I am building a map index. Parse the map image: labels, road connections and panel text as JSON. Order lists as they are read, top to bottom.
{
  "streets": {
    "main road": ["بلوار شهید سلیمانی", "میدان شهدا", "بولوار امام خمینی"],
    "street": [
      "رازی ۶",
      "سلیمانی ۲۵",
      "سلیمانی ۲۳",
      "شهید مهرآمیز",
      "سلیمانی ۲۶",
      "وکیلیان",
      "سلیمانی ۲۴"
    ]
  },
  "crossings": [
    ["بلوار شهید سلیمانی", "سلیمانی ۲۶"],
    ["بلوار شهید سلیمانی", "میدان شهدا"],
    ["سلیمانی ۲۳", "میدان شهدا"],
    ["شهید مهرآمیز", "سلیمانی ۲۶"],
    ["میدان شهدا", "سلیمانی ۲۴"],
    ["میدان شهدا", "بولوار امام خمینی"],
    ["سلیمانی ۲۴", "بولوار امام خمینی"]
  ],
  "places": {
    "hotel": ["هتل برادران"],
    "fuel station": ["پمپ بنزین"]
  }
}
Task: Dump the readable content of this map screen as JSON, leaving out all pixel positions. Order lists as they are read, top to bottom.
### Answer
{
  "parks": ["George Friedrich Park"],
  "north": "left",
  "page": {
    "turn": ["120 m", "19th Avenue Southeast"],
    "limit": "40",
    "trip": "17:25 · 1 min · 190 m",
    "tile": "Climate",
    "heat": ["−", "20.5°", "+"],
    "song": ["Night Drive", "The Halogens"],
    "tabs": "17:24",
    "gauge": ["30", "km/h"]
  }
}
══════════════════════════════
Extract all of the data above and output it character for character.

I am building a map index. Parse the map image: labels, road connections and panel text as JSON. Order lists as they are read, top to bottom.
{
  "streets": {
    "main road": ["بلوار شهید سلیمانی", "میدان شهدا", "بولوار امام خمینی"],
    "street": [
      "رازی ۶",
      "سلیمانی ۲۵",
      "سلیمانی ۲۳",
      "شهید مهرآمیز",
      "سلیمانی ۲۶",
      "وکیلیان",
      "سلیمانی ۲۴"
    ]
  },
  "crossings": [
    ["بلوار شهید سلیمانی", "سلیمانی ۲۶"],
    ["بلوار شهید سلیمانی", "میدان شهدا"],
    ["سلیمانی ۲۳", "میدان شهدا"],
    ["شهید مهرآمیز", "سلیمانی ۲۶"],
    ["میدان شهدا", "سلیمانی ۲۴"],
    ["میدان شهدا", "بولوار امام خمینی"],
    ["سلیمانی ۲۴", "بولوار امام خمینی"]
  ],
  "places": {
    "hotel": ["هتل برادران"],
    "fuel station": ["پمپ بنزین"]
  }
}
Task: Dump the readable content of this map screen as JSON, leaving out all pixel positions. Order lists as they are read, top to bottom.
### Answer
{
  "parks": ["George Friedrich Park"],
  "north": "left",
  "page": {
    "turn": ["120 m", "19th Avenue Southeast"],
    "limit": "40",
    "trip": "17:25 · 1 min · 190 m",
    "tile": "Climate",
    "heat": ["−", "20.5°", "+"],
    "song": ["Night Drive", "The Halogens"],
    "tabs": "17:24",
    "gauge": ["30", "km/h"]
  }
}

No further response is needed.